Work through the data line by line, gathering every line that has the word "strokeStyle".

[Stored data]
══════════════════════════════

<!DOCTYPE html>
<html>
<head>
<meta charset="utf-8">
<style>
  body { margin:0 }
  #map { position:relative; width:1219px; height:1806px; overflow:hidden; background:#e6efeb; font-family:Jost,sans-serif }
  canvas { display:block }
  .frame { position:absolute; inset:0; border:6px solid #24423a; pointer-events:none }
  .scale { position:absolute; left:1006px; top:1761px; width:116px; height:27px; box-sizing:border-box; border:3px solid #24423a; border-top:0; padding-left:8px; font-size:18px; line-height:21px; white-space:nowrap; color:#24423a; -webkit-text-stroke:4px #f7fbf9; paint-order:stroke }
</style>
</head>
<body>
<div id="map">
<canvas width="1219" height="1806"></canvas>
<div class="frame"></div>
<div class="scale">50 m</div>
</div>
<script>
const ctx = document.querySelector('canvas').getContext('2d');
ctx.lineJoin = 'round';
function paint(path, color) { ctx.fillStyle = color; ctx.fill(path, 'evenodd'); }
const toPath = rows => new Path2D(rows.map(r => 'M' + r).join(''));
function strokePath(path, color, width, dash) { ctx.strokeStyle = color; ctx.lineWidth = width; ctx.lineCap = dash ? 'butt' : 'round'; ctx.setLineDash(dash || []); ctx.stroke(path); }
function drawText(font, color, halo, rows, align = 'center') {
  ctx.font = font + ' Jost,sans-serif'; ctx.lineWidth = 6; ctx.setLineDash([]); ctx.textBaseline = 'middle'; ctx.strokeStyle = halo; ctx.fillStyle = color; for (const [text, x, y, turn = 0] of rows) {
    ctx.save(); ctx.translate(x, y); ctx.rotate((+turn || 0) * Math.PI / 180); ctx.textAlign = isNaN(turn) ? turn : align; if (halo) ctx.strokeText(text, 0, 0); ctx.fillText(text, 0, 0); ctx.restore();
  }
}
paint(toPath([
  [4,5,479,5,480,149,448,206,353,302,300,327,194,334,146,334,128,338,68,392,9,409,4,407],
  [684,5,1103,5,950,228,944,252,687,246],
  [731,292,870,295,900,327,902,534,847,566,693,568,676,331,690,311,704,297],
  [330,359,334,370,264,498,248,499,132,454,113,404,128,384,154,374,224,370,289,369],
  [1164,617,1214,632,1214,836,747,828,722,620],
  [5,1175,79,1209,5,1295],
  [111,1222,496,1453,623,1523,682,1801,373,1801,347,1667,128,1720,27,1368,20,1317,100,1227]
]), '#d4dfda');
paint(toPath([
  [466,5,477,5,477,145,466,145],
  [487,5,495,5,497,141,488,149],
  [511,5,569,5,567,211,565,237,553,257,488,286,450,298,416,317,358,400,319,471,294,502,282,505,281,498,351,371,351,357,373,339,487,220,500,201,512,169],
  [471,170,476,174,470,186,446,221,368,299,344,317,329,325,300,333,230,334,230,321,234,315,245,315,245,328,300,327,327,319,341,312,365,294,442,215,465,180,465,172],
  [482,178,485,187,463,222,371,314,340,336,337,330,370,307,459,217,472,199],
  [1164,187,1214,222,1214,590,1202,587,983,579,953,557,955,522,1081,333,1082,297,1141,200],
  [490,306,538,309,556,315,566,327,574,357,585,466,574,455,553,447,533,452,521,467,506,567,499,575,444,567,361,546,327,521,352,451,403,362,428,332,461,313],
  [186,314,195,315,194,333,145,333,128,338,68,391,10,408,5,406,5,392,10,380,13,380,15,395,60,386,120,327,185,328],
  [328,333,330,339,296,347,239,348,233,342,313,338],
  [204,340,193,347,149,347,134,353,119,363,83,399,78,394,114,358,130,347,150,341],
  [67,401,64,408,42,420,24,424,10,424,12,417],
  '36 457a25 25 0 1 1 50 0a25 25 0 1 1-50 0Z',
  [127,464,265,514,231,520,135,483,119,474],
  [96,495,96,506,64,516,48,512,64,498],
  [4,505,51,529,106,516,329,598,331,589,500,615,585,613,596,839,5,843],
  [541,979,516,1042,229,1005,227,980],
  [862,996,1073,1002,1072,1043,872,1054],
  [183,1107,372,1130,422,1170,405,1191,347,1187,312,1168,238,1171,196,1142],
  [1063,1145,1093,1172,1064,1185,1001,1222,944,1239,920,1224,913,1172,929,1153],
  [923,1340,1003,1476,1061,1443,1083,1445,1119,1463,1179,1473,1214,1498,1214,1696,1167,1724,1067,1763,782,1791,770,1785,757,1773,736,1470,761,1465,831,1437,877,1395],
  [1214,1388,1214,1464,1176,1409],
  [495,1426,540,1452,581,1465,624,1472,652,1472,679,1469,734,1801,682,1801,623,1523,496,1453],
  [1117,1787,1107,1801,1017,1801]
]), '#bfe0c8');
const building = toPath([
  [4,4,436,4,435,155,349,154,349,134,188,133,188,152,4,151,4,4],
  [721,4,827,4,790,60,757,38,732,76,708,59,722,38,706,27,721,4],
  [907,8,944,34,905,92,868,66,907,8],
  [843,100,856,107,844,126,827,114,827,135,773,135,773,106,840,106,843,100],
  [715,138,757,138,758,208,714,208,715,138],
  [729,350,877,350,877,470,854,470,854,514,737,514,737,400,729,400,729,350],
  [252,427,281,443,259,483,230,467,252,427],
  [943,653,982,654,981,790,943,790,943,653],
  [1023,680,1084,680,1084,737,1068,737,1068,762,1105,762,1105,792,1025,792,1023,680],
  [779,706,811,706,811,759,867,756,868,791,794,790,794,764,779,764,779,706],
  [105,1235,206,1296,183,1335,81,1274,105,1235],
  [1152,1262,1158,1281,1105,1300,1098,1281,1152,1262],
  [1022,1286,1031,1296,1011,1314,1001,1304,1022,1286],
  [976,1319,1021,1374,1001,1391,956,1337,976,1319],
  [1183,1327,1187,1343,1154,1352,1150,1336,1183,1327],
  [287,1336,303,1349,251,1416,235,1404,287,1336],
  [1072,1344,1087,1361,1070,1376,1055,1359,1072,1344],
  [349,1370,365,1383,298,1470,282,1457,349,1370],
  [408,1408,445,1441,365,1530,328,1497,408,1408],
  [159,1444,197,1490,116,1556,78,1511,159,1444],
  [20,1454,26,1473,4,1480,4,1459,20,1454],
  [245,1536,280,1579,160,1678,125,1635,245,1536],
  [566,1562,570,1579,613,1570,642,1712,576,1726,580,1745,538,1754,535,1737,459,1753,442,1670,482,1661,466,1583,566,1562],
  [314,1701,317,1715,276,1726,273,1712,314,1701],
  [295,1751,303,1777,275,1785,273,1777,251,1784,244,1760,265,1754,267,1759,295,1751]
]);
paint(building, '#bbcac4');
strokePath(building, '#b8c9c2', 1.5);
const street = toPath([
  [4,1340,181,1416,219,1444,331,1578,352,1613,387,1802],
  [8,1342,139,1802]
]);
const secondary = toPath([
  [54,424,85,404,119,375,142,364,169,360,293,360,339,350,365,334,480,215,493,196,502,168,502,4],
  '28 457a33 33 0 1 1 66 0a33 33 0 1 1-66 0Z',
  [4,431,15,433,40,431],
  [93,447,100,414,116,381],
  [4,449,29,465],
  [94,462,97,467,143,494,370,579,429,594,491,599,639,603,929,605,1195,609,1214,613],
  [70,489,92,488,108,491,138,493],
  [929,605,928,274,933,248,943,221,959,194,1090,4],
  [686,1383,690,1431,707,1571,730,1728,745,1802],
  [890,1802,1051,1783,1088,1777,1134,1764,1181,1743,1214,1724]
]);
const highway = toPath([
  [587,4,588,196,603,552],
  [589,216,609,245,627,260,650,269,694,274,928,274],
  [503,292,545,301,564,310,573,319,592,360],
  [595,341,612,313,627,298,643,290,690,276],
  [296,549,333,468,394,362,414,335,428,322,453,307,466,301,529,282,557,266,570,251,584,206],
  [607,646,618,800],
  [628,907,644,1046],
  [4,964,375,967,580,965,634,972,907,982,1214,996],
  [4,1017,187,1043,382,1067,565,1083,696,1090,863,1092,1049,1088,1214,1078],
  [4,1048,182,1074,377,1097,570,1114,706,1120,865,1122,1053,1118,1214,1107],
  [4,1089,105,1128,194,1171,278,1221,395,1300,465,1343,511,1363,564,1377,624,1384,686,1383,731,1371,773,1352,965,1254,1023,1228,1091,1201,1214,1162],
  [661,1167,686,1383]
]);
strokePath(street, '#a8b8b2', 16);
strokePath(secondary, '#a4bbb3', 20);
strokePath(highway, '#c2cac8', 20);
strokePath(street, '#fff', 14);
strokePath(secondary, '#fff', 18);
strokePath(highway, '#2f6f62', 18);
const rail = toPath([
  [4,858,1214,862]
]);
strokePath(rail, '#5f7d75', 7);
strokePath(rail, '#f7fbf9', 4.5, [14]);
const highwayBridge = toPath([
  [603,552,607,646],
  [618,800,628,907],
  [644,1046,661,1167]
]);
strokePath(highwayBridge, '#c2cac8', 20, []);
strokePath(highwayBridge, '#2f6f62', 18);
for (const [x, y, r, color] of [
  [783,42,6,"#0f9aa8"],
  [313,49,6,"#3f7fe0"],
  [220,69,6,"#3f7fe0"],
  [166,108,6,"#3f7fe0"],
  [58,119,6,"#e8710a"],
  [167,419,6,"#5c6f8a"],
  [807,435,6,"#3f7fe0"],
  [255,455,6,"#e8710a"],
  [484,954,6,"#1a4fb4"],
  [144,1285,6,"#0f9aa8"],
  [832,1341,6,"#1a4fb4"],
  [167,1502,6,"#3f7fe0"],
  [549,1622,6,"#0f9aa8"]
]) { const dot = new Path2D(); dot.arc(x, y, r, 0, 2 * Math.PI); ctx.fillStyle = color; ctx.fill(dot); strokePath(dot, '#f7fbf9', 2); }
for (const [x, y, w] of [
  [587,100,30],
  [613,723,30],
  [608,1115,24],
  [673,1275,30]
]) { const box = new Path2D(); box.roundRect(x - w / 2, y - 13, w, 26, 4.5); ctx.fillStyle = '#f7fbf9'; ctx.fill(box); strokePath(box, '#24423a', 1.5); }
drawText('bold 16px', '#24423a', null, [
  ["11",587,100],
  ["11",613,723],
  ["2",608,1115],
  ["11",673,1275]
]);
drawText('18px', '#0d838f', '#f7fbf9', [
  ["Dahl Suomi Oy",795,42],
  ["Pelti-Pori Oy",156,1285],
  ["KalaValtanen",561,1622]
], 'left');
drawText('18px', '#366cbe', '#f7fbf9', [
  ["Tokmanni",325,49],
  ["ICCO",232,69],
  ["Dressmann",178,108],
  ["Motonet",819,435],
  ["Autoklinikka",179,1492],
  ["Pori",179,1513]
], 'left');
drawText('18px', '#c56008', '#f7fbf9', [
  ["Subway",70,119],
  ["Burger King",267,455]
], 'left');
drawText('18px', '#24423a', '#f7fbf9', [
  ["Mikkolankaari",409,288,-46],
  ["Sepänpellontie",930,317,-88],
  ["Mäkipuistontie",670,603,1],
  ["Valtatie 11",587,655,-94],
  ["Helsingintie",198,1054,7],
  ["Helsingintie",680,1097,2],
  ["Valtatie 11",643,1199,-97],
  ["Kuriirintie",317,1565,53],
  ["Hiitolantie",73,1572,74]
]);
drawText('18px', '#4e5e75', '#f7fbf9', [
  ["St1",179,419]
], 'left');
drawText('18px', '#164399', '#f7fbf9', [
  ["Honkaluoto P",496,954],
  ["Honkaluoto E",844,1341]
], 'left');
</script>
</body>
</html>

══════════════════════════════

Your solution —
function strokePath(path, color, width, dash) { ctx.strokeStyle = color; ctx.lineWidth = width; ctx.lineCap = dash ? 'butt' : 'round'; ctx.setLineDash(dash || []); ctx.stroke(path); }
  ctx.font = font + ' Jost,sans-serif'; ctx.lineWidth = 6; ctx.setLineDash([]); ctx.textBaseline = 'middle'; ctx.strokeStyle = halo; ctx.fillStyle = color; for (const [text, x, y, turn = 0] of rows) {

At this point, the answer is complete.